David Paul Morris | Bloomberg | Getty Images An attendee photographs the new Apple Inc. iPhone 7 Plus during an event in San Francisco, California, U.S., on Wednesday, Sept. 7, 2016.
There's something everybody is forgetting about the iPhone 8: It's not just about the hardware.
Check most analyst notes over the past several months and you'll find discussions about bright and colorful new OLED screens that are coming to the high-end iPhone 8.
Or you'll read about new 3D sensors that can detect a user's face to unlock the phone, ending the need for a fingerprint in order to gain access. Still other reports mention wireless charging, which will give users the option to drop their iPhones on a small pad to charge it, with no need to seek a power outlet.
There's a lot of exciting hardware to look forward to, it seems. Except most of that hardware is already available on other devices, such as the Galaxy S8 and Galaxy S8+.
But Apple knows hardware isn't the only thing that's important in smartphone design. It's not just about a sharp display or a fancy new sensor that can recognize faces. Apple sells a package deal that includes great hardware, great software and a great experience.
It's why people continue to buy new iPhones, even between new launches, and why they don't care about raw hardware specs.
Here are a couple ways we can expect the iPhone 8 to wow users, even if many of the hardware features are already available elsewhere.
Apple improves and validates existing tech
First, Apple often takes features that are already in the market and implements them in a better way.
For instance, Motorola launched a fingerprint reader on the Motorola Atrix, a phone sold through AT&T, way back in 2011.
The reason nobody remembers that fingerprint reader is because it was awful at recognizing a fingerprint. It was barely usable and served little function except to unlock the phone.
Then Apple introduced a fingerprint reader, dubbed Touch ID, in 2013 and suddenly every phone on the market was shipping with one. The difference? Apple's Touch ID worked, and it was tied to Apple's services. A working fingerprint reader drew awe from its users.
Or, for another example, Apple Pay wasn't the first mobile payments solution. Android Pay and others preceded it — including one with the unfortunate name of "Isis" created by several U.S. carriers — but Apple's worked. Plus, it tied in with Touch ID so you could use your fingerprint to verify your identity before making a payment.
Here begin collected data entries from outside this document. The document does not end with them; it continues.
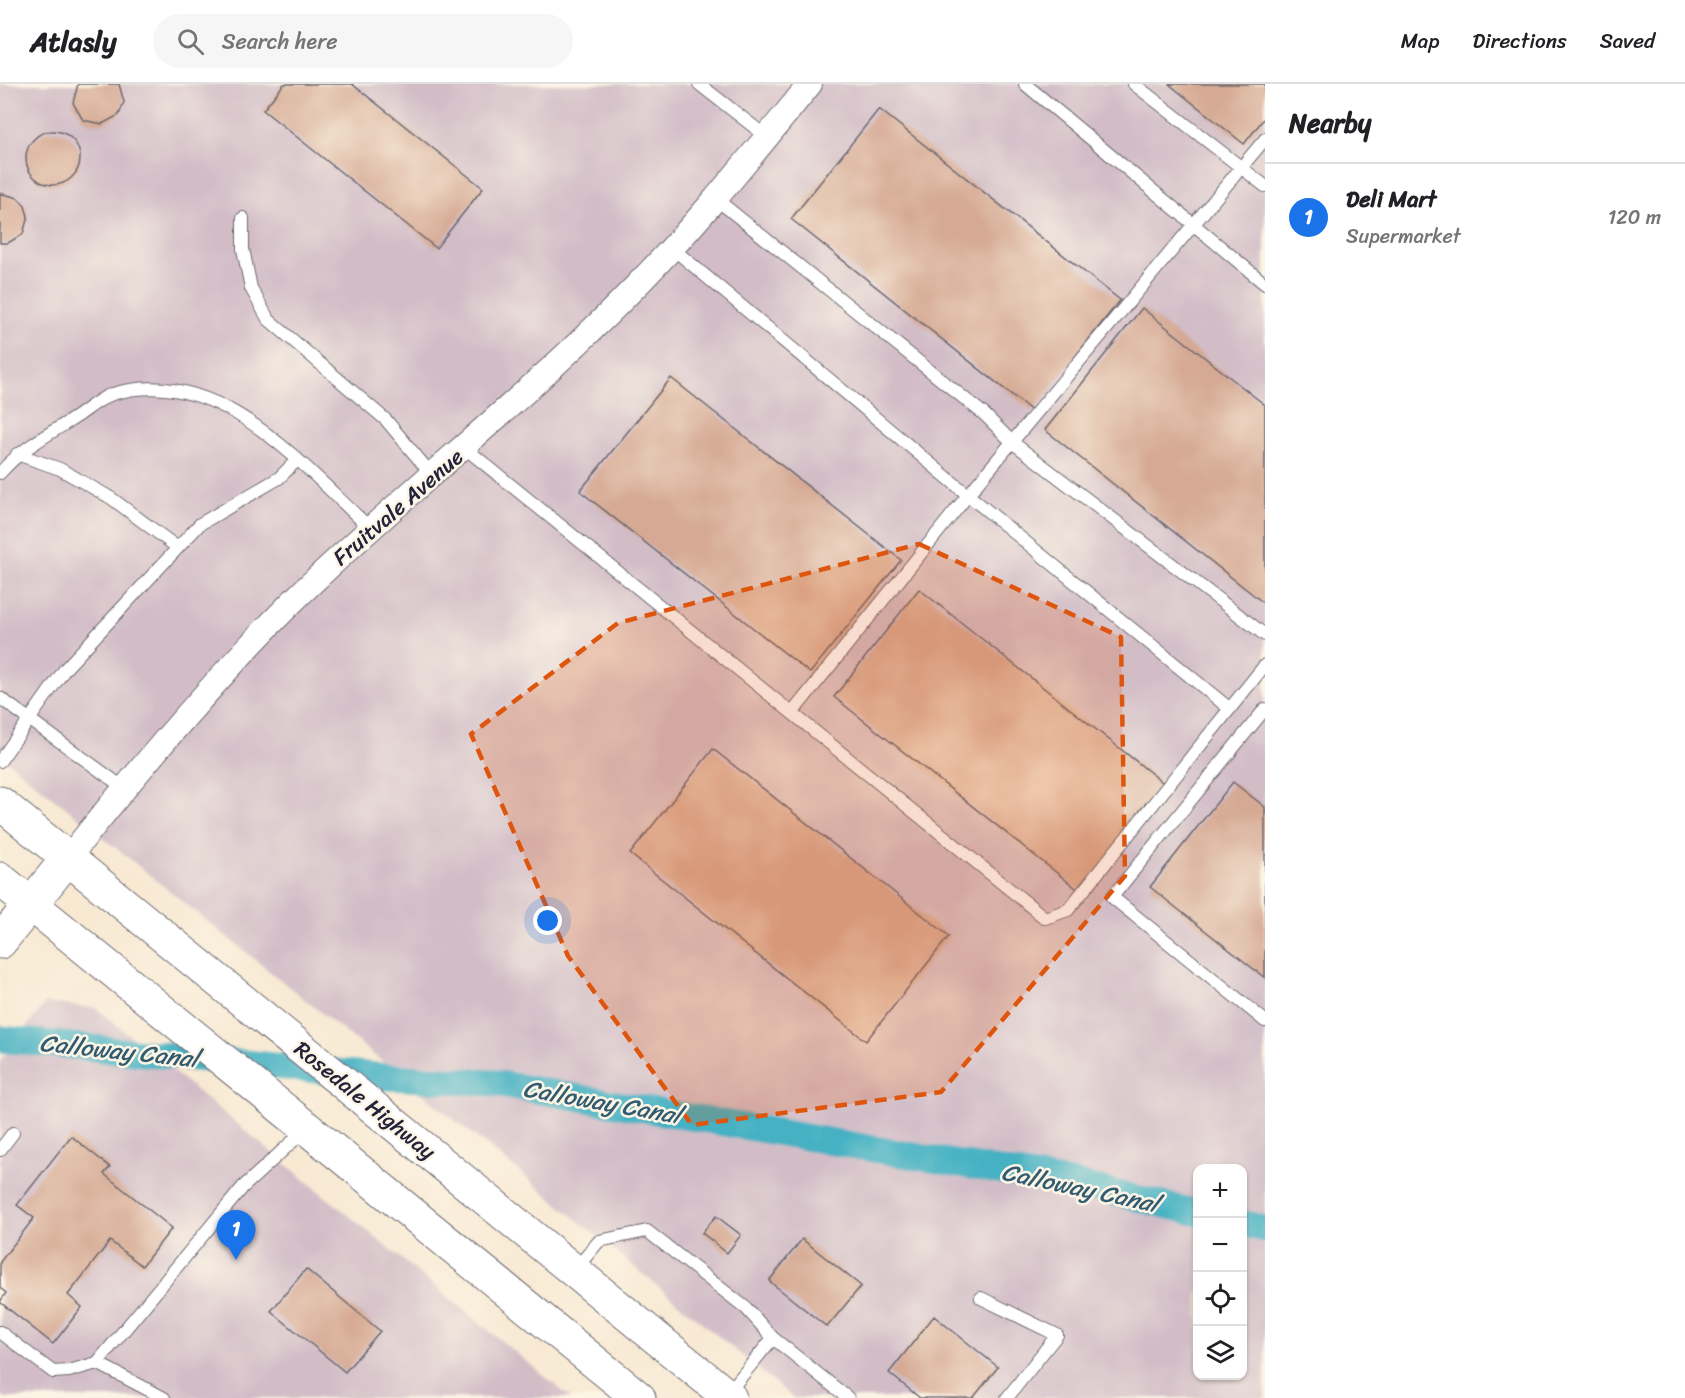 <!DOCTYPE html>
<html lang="en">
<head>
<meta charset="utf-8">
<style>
  :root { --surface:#fff; --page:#f6f6f6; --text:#202124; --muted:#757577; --line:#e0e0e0; --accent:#1a73e8 }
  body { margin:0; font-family:Sriracha,sans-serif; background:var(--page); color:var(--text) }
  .controls { position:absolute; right:18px; bottom:18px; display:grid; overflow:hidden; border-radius:12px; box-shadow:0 2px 4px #0004 }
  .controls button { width:54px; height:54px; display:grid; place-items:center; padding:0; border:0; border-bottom:2px solid var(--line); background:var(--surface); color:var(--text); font:30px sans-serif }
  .you { position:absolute; left:548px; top:837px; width:21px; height:21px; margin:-15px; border:4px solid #fff; border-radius:50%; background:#1a73e8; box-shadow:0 0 0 9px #1a73e833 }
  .badge { display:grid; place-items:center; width:39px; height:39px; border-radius:50%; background:var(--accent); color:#fff; font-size:20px; font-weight:700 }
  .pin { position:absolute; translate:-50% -50px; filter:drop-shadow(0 2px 3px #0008) }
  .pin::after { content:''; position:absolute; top:32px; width:21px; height:18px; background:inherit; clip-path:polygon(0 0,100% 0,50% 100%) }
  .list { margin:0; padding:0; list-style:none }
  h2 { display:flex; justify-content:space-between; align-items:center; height:78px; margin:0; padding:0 24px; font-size:26px }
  h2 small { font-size:20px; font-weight:400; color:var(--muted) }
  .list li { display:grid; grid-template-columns:39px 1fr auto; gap:18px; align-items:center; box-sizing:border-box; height:108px; padding:0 24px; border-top:2px solid var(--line) }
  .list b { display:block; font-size:22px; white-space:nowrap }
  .list p { margin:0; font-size:20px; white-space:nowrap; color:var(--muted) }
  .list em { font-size:20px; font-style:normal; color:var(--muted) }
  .icon { flex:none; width:33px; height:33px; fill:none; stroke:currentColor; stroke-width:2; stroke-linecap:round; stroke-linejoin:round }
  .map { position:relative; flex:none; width:1265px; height:1314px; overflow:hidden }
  header { display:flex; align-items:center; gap:36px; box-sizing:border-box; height:84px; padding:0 30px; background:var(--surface); border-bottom:2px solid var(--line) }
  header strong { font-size:28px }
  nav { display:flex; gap:33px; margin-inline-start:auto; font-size:21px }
  .search { width:420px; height:54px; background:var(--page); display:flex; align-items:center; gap:15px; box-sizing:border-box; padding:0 21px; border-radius:33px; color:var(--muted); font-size:22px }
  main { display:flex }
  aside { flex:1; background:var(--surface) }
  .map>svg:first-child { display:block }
  .industrial { fill:#d2bdc7; fill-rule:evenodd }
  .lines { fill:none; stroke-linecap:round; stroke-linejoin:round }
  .canal { stroke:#45b1c3; stroke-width:27 }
  .building { fill:#d5a993 }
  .lane-casing { stroke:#6d6870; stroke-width:14 }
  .street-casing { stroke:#6d6870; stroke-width:26 }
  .secondary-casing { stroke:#6d6870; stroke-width:35 }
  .primary-casing { stroke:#6d6870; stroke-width:35 }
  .lane { stroke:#fff; stroke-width:12 }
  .street { stroke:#fff; stroke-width:24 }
  .secondary { stroke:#fff; stroke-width:33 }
  .primary { stroke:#fff; stroke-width:33 }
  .marked { fill:#de560e; fill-opacity:0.2; stroke:#de560e; stroke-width:4.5; stroke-dasharray:12 8; stroke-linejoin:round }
  .labels { text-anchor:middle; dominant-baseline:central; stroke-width:5; stroke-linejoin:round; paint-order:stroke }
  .street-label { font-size:22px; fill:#22223b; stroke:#fcf5e5 }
  .water-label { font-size:24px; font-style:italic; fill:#305b71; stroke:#fcf5e5 }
</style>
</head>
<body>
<header>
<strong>Atlasly</strong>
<div class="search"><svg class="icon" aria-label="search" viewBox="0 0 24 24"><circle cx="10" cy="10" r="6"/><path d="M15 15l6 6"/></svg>Search here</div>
<nav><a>Map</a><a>Directions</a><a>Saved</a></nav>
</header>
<main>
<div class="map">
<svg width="1265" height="1314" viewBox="0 0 1265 1314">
  <rect width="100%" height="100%" fill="#fcf5e5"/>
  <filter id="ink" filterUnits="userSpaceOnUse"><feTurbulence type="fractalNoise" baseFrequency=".0167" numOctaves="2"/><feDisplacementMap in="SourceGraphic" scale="12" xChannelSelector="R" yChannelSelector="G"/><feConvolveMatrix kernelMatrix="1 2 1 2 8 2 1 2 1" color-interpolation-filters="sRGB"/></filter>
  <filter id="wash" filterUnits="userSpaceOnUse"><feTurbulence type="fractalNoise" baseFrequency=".008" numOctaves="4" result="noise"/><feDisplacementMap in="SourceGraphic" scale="24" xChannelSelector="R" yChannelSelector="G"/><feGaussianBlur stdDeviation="1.35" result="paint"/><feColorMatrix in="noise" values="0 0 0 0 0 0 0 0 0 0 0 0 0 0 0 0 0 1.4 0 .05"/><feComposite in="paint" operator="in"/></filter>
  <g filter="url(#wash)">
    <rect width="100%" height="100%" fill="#f8e9d3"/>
    <path class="industrial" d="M0,0H1265V1314H793L506,1077L0,671ZM1198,1084H1242V1292H1198Z
      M45,919L96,924L571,1314H0V977Z"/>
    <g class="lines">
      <path class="canal" d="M0,955L387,993L495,999L1086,1102L1198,1129
        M1242,1139L1265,1145"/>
    </g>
    <g id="blocks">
      <path class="building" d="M78,0H119L124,18L119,31L102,40L83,36L73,19Z
        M284,0H352L483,104L436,164L263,26Z
        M1169,0H1265V33L1244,60Z
        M879,25L1120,216L1032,327L791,135Z
        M26 74a27 27 0 1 1 54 0a27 27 0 1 1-54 0Z
        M0,109L18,114L25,122L28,132L23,150L8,159H0Z
        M1142,224L1265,321V520L1045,346Z
        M671,294L901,476L810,589L580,407Z
        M919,505L1166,701L1081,808L834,613Z
        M713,665L949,852L866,957L630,770Z
        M1233,698L1265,723V894L1150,803Z
        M71,1052L110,1083L104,1090L172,1144L142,1182L110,1157L68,1211L82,1223L53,1260L0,1218L6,1209L0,1204V1178L34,1134L17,1121Z
        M716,1132L741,1151L727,1169L702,1149Z
        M802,1155L861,1202L827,1243L769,1197Z
        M306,1185L380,1247L345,1288L271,1227Z
        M934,1232L998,1283L973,1314H920L889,1289Z"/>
    </g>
  </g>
  <g filter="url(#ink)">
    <use href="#blocks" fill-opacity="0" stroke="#6d6870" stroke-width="1.5"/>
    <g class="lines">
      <defs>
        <path id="lane" d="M699,0L767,53
          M1025,0L1265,200
          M1134,0L1265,102
          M1265,55L1012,358L1265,551
          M243,134V165L251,204L268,235L386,336L432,391
          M672,164L968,411L1012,358L985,331L716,115
          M465,364L1045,834L1068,826L1265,581
          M17,370L60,385L111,414L178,464
          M0,389C21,365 47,351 73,335C86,327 102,312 116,309C221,281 302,382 371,445
          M0,614L124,704
          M1265,625L1112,813L1265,937
          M792,629L968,411L1230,625
          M0,677L65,585L200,440L279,394L296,377
          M0,1066L13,1049
          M574,1187L599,1157L647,1147L746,1224L773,1254
          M981,1214L1057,1251L1007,1314
          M0,1248L53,1288L69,1287L97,1279
          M727,1310L773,1254L848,1314
          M164,1314L97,1279L243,1103L306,1045"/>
        <path id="street" d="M68,774C139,685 212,598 292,518C401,411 523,318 630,208C695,143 752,71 810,0"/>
        <path id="secondary" d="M0,858L68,774"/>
        <path id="primary" d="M0,719L730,1314
          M0,795L639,1314"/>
      </defs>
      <use href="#lane" class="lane-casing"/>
      <use href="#street" class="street-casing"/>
      <use href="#secondary" class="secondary-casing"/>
      <use href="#primary" class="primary-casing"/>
      <use href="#lane" class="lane"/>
      <use href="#street" class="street"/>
      <use href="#secondary" class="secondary"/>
      <use href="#primary" class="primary"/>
    </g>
  </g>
  <path class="marked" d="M919,460L1121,553L1125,792L941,1008L692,1041L568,872L471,650L618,539Z"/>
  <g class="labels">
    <g class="street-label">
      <text transform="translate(398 423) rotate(-41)">Fruitvale Avenue</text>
      <text transform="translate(365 1016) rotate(39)">Rosedale Highway</text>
    </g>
    <g class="water-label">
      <text transform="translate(119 967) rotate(6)">Calloway Canal</text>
      <text transform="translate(602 1018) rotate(10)">Calloway Canal</text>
      <text transform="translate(1080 1104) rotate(12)">Calloway Canal</text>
    </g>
  </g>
</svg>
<div class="controls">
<button>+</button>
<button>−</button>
<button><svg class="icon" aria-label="locate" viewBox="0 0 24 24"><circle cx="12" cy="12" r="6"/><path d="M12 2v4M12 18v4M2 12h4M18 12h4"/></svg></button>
<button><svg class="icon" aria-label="layers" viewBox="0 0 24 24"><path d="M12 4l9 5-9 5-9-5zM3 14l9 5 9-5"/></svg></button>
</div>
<div class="you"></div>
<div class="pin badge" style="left:236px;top:1176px">1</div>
</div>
<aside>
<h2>Nearby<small></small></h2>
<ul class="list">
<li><span class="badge">1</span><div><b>Deli Mart</b><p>Supermarket</p></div><em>120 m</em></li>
</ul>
</aside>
</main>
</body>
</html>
Equally important, people can use Apple Pay through Apple's built in Wallet app, but that app does other useful things as well, like storing airplane boarding passes and Dunkin Donuts gift cards.
Todd Haselton | CNBC
So imagine how Apple's software might improve the hardware features it's reported to be including in the iPhone 8.
With wireless charging, perhaps you'll be able to check the status of your iPhone charge remotely from a Mac or Apple Watch. Or imagine a wireless charging pad in your car that simultaneously syncs your phone with the car.
Or, think about how face detection could evolve. If I smile, for example, perhaps the phone would not only unlock but also prepare to take a selfie. Or maybe it can turn that smile or frown into a custom emoji.
The point is, Apple doesn't just take a piece of hardware off the shelf and toss it in a phone for kicks and giggles — any manufacturer can do that. It takes hardware, software and (increasingly) services, and tries to stitch them together into useful experiences.
Nobody can scale AR like Apple
iOS 11 will introduce support for augmented reality (AR) applications, thanks to new ARKit developer tools introduced in June.
Apple's betting this is going to be a big deal — CEO Tim Cook recently told CNBC that AR will make the iPhone "even more essential" for people's lives.
You might soon be able to use your iPhone as a "virtual" tape measure to measure an item, for example. A teacher might drop a gorilla into the classroom while teaching students about animals, or a professor might do the same with a 3D beating heart, floating in space only viewable through the screen of an iPhone.
This isn't new.
Google's "Project Tango" envisions the same use-cases, but only two companies, Lenovo and Asus, have embedded the functions into new smartphones. Lenovo's is the only one to make it to market to date.
The difference is that, thanks to ARKit, millions of iPhones will gain this functionality with no additional hardware required.
Your phone doesn't "already do that"
So while you may hear folks say "my phone can already do that" between now and September, that doesn't necessarily mean Apple is playing catch-up to what other smartphones already offer.
History tells us Apple tends to lead by refining existing functions. In September, we'll learn how.